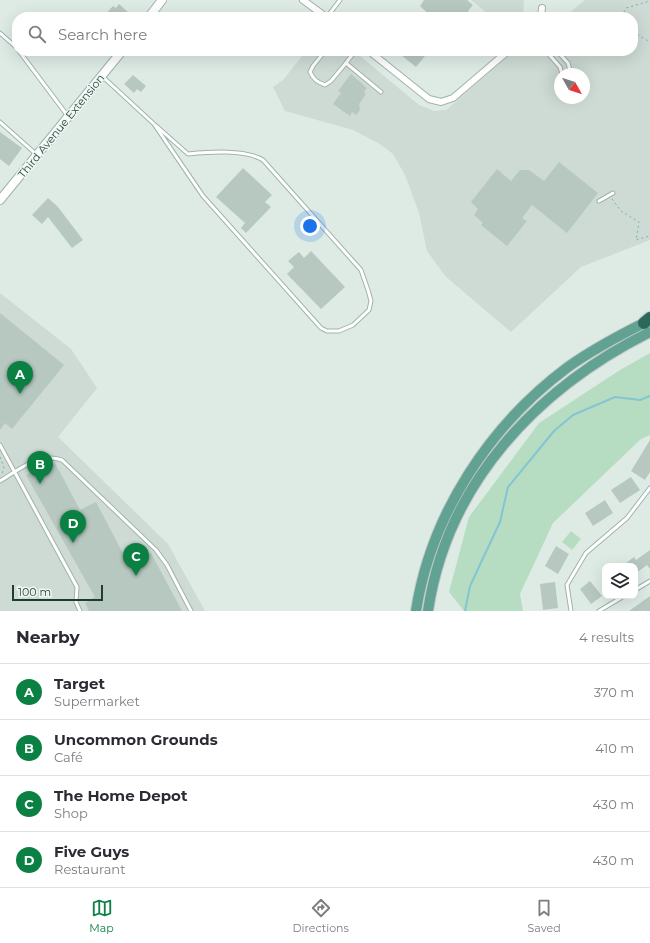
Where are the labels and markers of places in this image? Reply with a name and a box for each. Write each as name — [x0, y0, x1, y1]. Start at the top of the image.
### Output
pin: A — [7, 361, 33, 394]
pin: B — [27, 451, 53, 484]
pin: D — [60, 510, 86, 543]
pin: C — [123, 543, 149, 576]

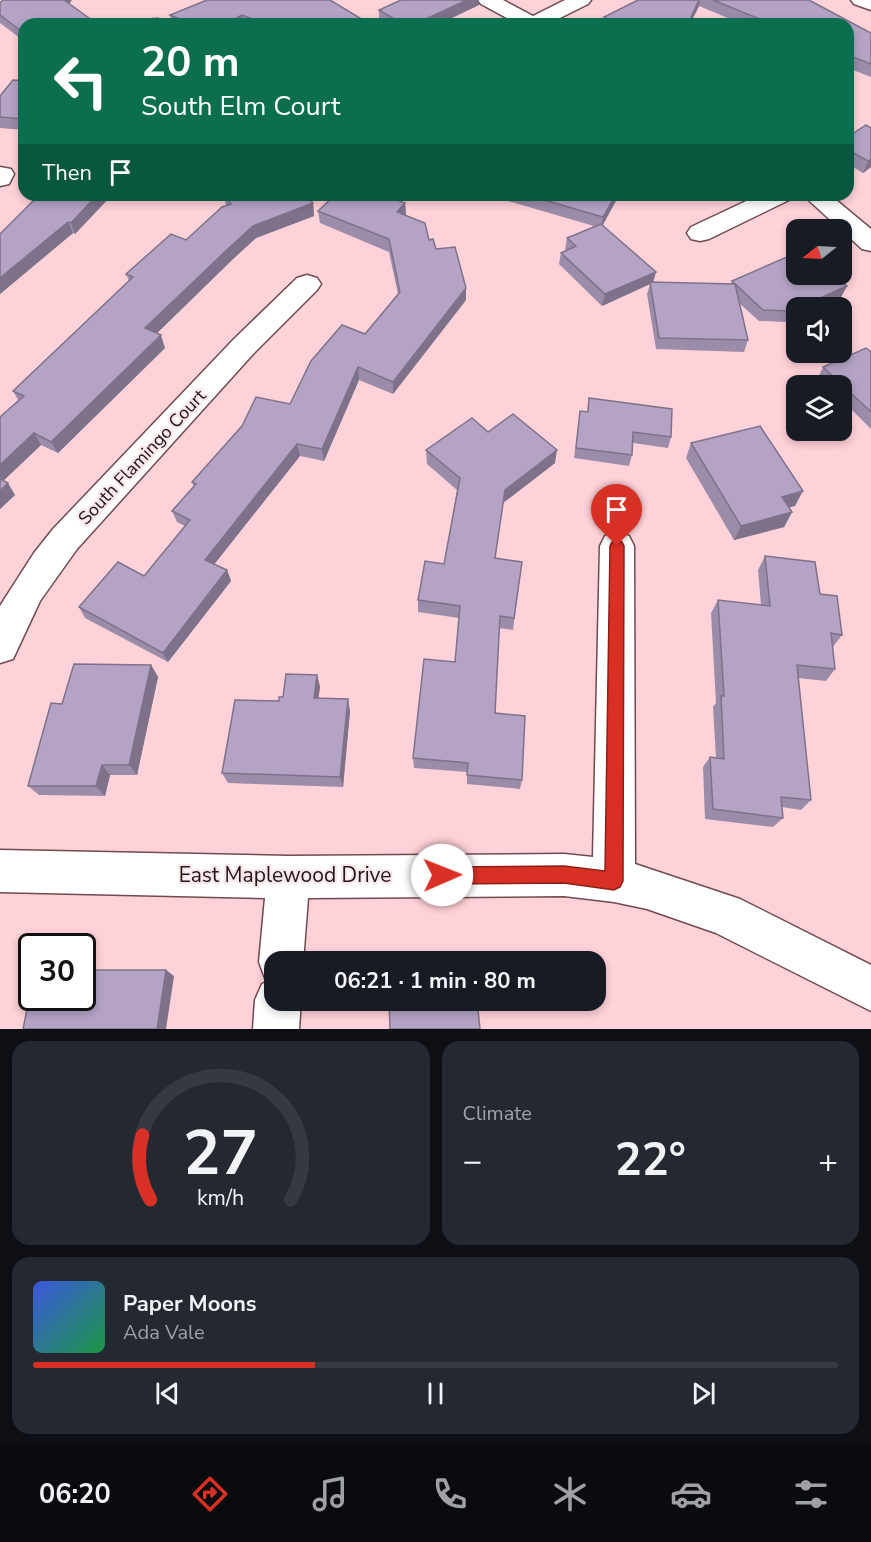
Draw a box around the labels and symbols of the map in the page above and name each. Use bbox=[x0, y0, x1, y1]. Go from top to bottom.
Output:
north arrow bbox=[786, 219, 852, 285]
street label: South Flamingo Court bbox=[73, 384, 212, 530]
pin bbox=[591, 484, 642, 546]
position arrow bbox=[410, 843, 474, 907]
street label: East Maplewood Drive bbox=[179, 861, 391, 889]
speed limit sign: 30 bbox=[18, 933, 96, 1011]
..........
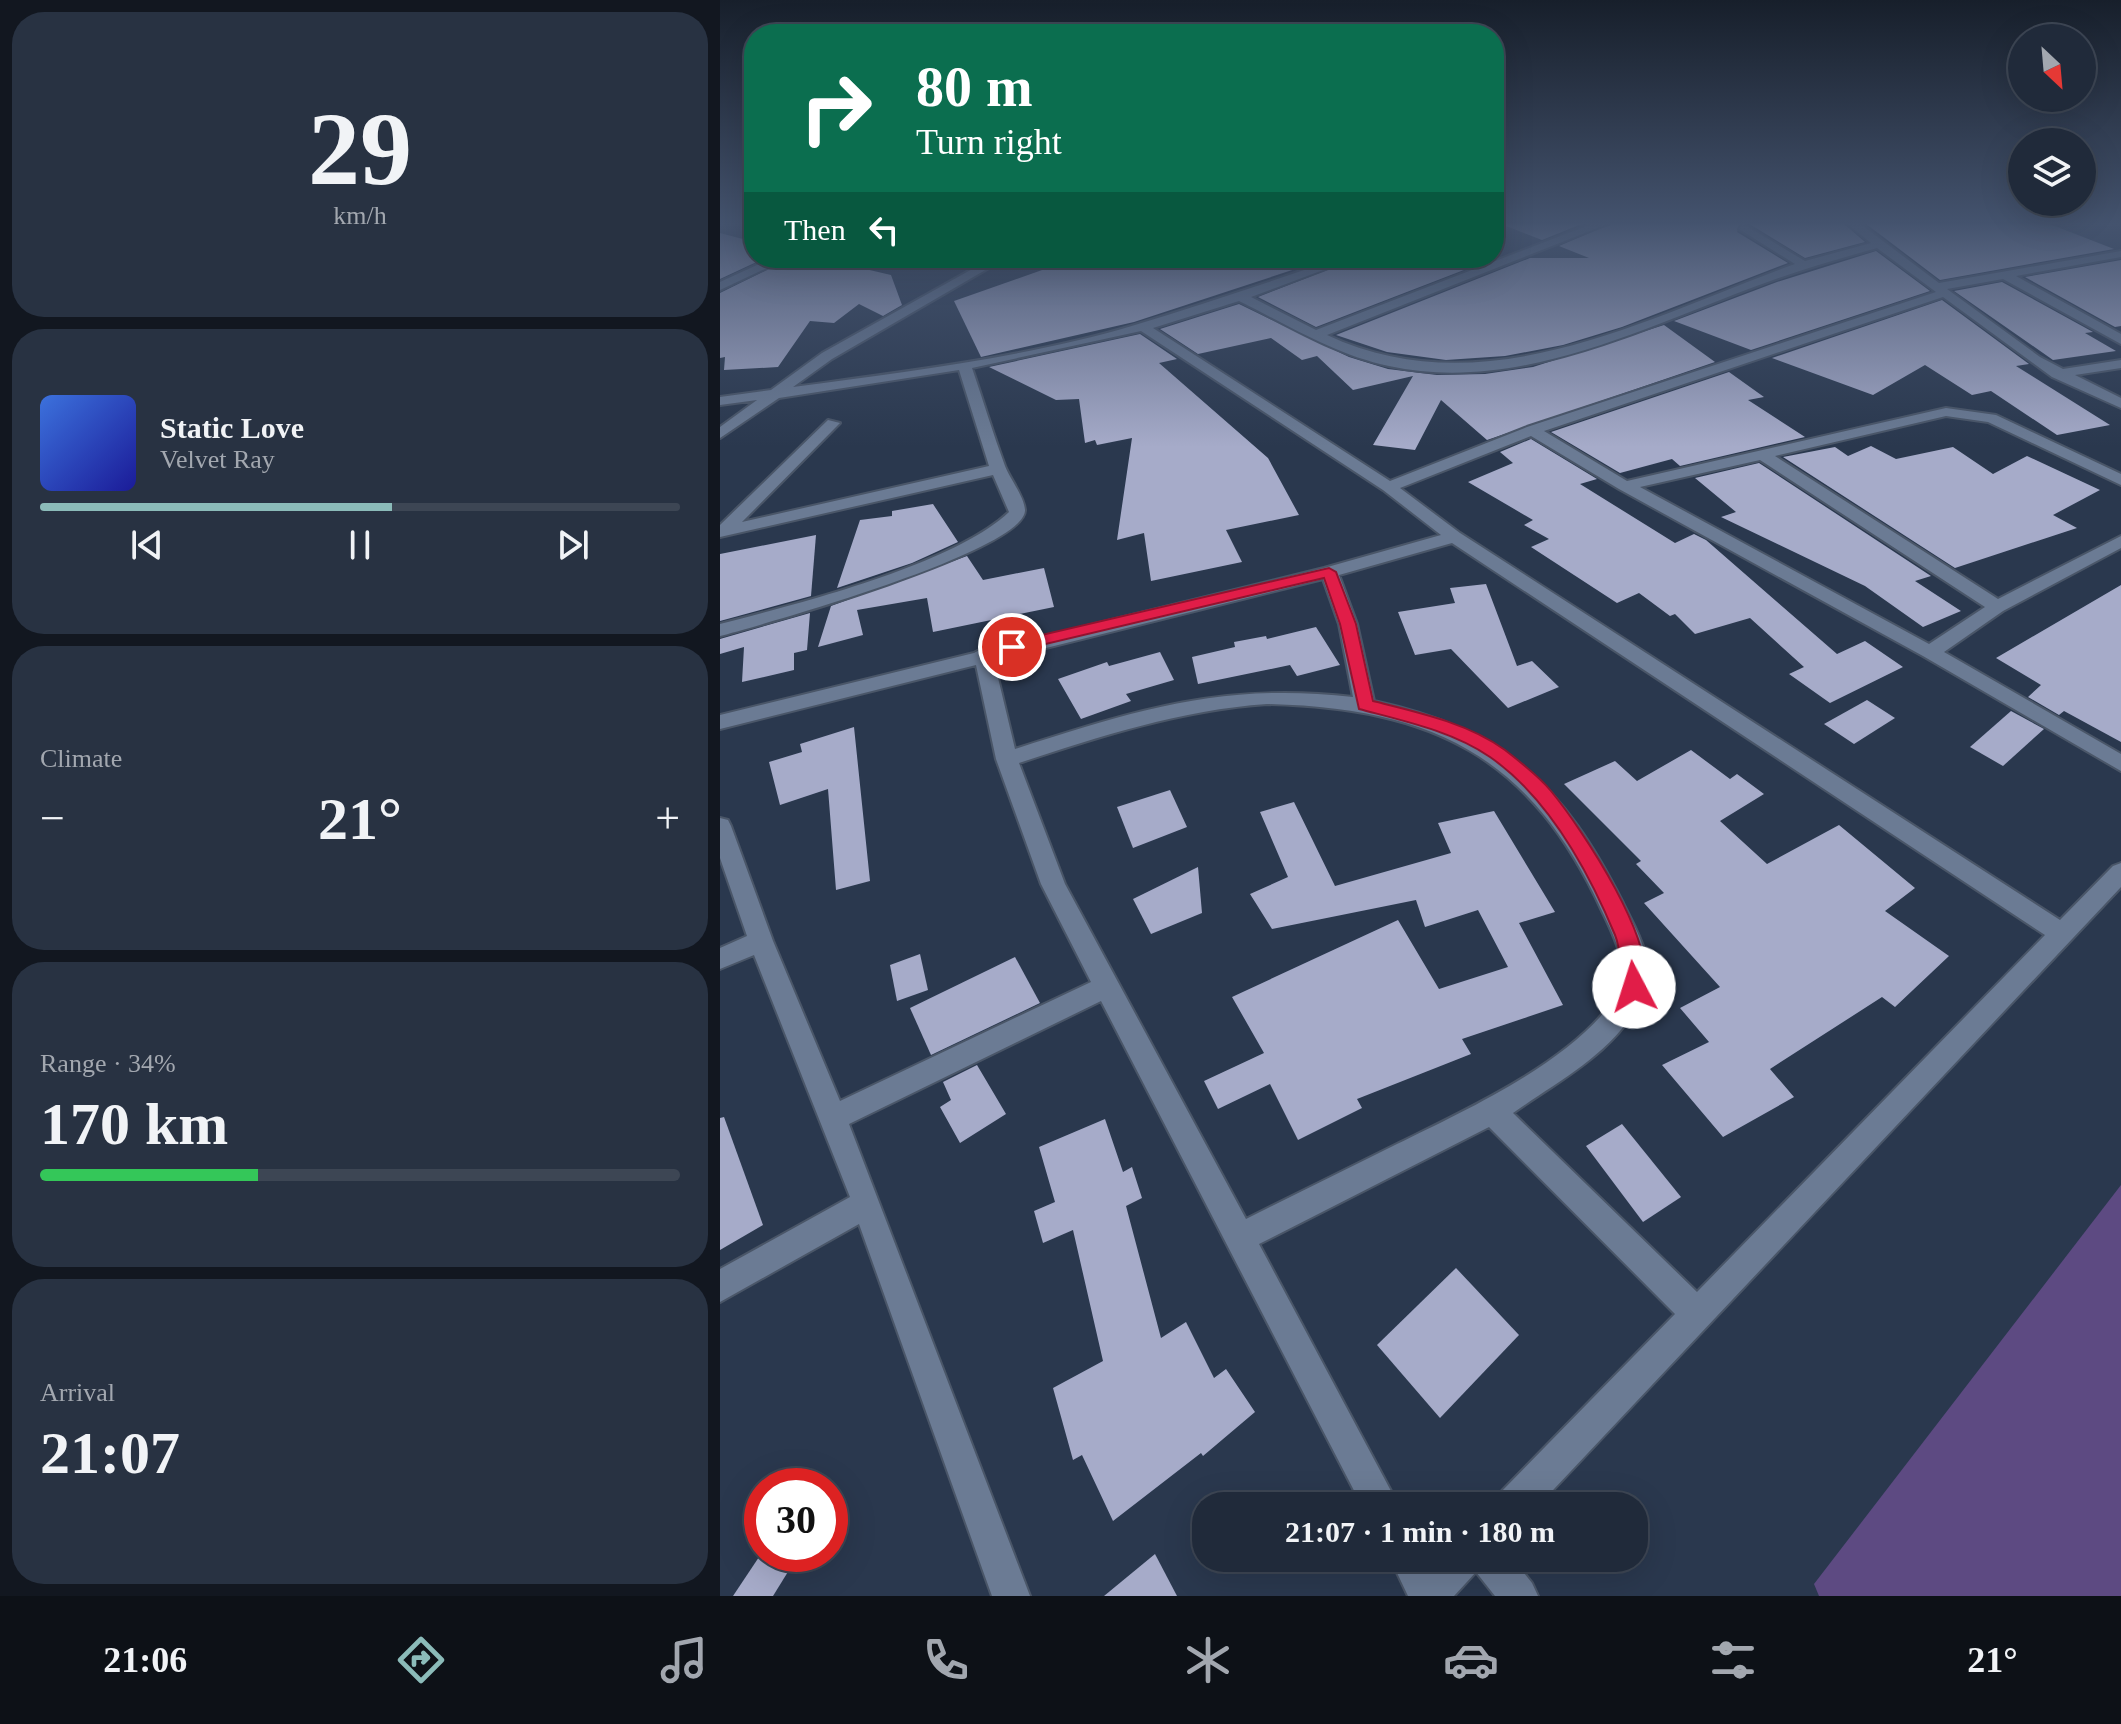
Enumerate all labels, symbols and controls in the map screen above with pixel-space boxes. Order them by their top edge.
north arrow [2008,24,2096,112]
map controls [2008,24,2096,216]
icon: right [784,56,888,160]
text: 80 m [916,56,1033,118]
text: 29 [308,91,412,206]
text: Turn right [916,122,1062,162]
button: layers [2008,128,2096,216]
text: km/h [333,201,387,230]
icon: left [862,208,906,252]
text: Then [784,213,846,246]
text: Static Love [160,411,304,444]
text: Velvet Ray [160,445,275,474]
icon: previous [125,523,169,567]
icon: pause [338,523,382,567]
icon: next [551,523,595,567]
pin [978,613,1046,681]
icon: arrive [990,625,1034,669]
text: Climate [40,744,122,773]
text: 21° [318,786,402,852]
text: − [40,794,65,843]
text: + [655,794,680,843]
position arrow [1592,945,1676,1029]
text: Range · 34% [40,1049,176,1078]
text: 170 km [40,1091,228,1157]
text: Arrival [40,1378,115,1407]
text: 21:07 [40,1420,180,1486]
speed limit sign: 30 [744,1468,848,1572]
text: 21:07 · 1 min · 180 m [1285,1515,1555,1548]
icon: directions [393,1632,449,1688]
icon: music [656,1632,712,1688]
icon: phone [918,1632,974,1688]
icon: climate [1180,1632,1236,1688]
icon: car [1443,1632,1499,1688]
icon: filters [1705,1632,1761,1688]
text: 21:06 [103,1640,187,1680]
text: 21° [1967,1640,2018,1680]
..........
=== EXERCISE ===
Scan the material above and determine how many lines include the word "each"; report only the number.

=== EXERCISE SOLUTION ===
2